Так или иначе, еще до того, как Каминский приказал мне одеваться («надо поговорить»), я успел подумать, что надо бы позже спросить об этом Хальбвакса. Эти вопросы — сны, образы-воспоминания, язык, память — он рассматривал в начале своей книги.
Но в тот день Морис Хальбвакс даже не слышал моих вопросов — разговора не получилось. Он умер через несколько месяцев, в середине марта 1945-го, но тогда, в конце декабря 1944 года, он уже потонул в дремотной, невозмутимой неподвижности.
Он проснулся всего дважды на несколько секунд. В первый раз, осознав мое присутствие, когда я стоял около нар, где он лежал в забытьи рядом с Анри Масперо. Его веки задрожали, подобие улыбки пробежало по восковому лицу.

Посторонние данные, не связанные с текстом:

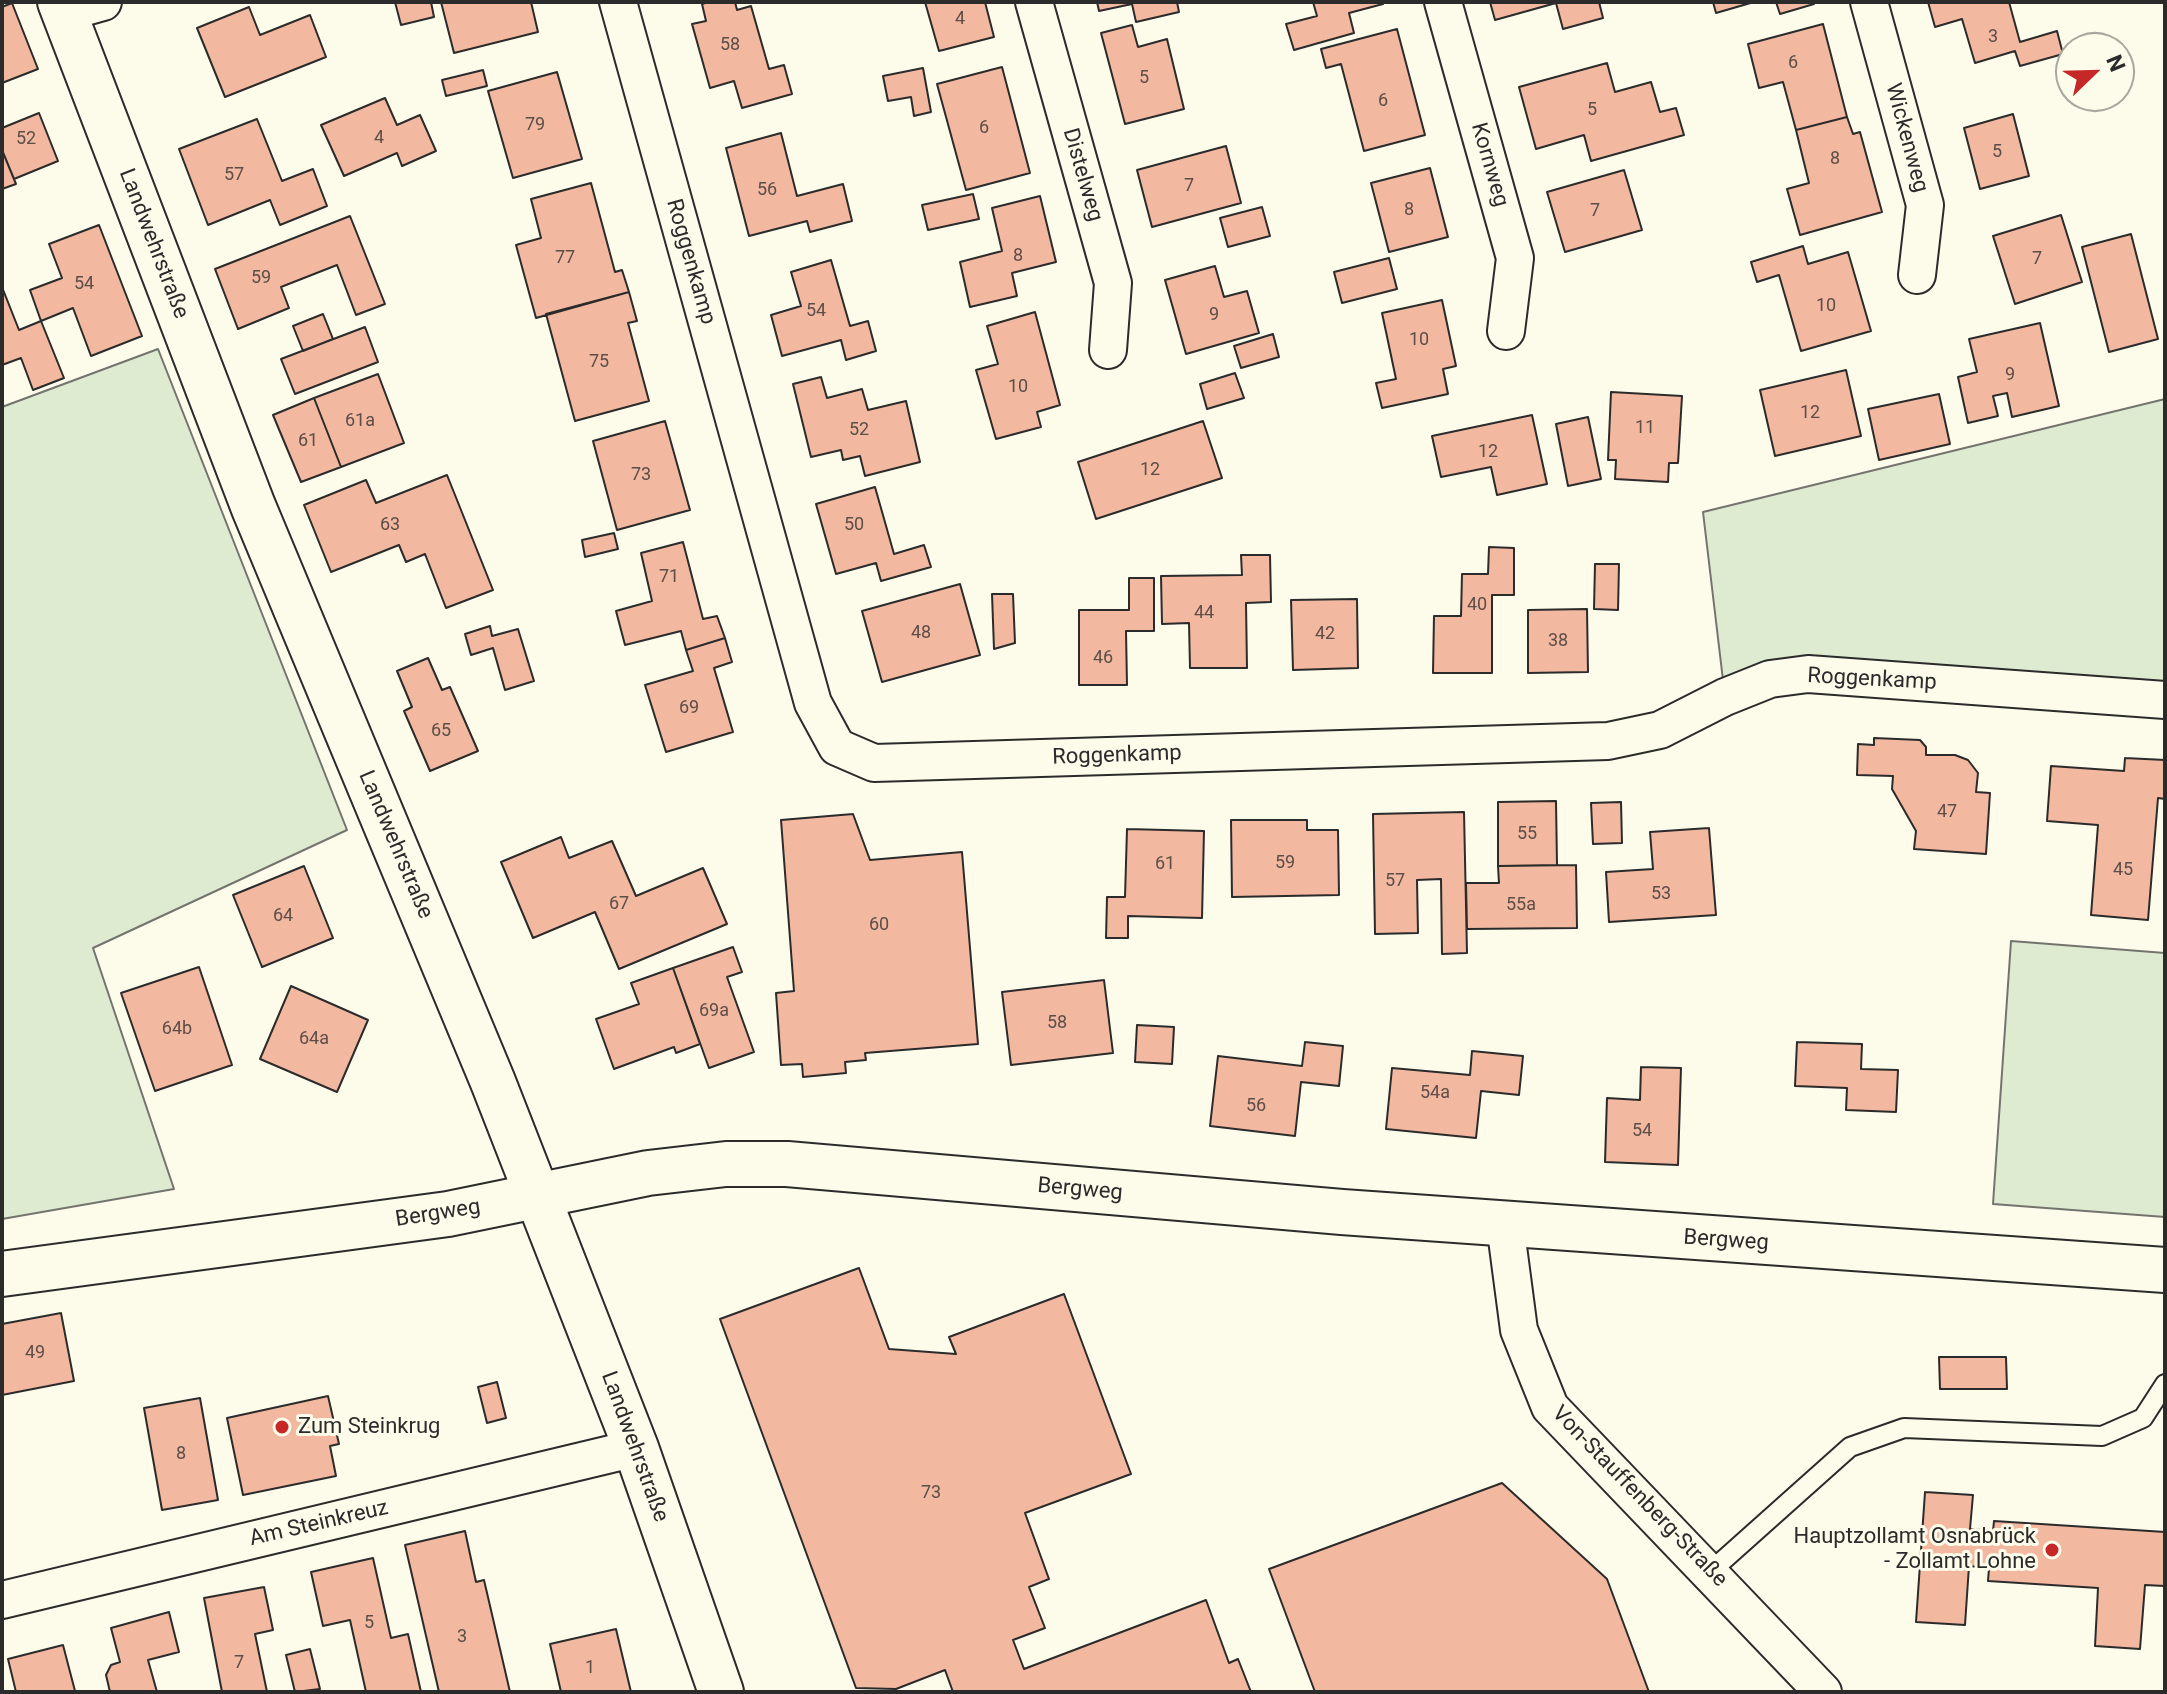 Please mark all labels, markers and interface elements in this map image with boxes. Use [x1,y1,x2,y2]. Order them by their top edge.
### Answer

«Потлач!»[26] — прошелестел он. Это было слово из прошлого, пароль, вызов смерти, забвению, угасанию мира. Когда я в первый раз увидел его в Бухенвальде, осенью, я напомнил ему его лекции о потлаче. Он обрадовался возможности повспоминать Сорбонну, 1942 год, свои лекции об экономике потлача.
Сегодня умирающий Хальбвакс приветствовал меня практически неслышным — но он-то наверняка прокричал его изо всех сил — возгласом «Потлач!», и этим он хотел не только показать, что он узнал меня, но и вспомнить — через одно-единственное слово — прежнюю жизнь, мир за пределами колючей проволоки, свою профессию социолога.
Немного позже, когда мы разговаривали около его нар, а он лежал с закрытыми глазами и, казалось, готов был покинуть свое бренное тело, Хальбвакс неожиданно посмотрел на нас — вероятно, искал знакомые лица, чтобы задать главный вопрос.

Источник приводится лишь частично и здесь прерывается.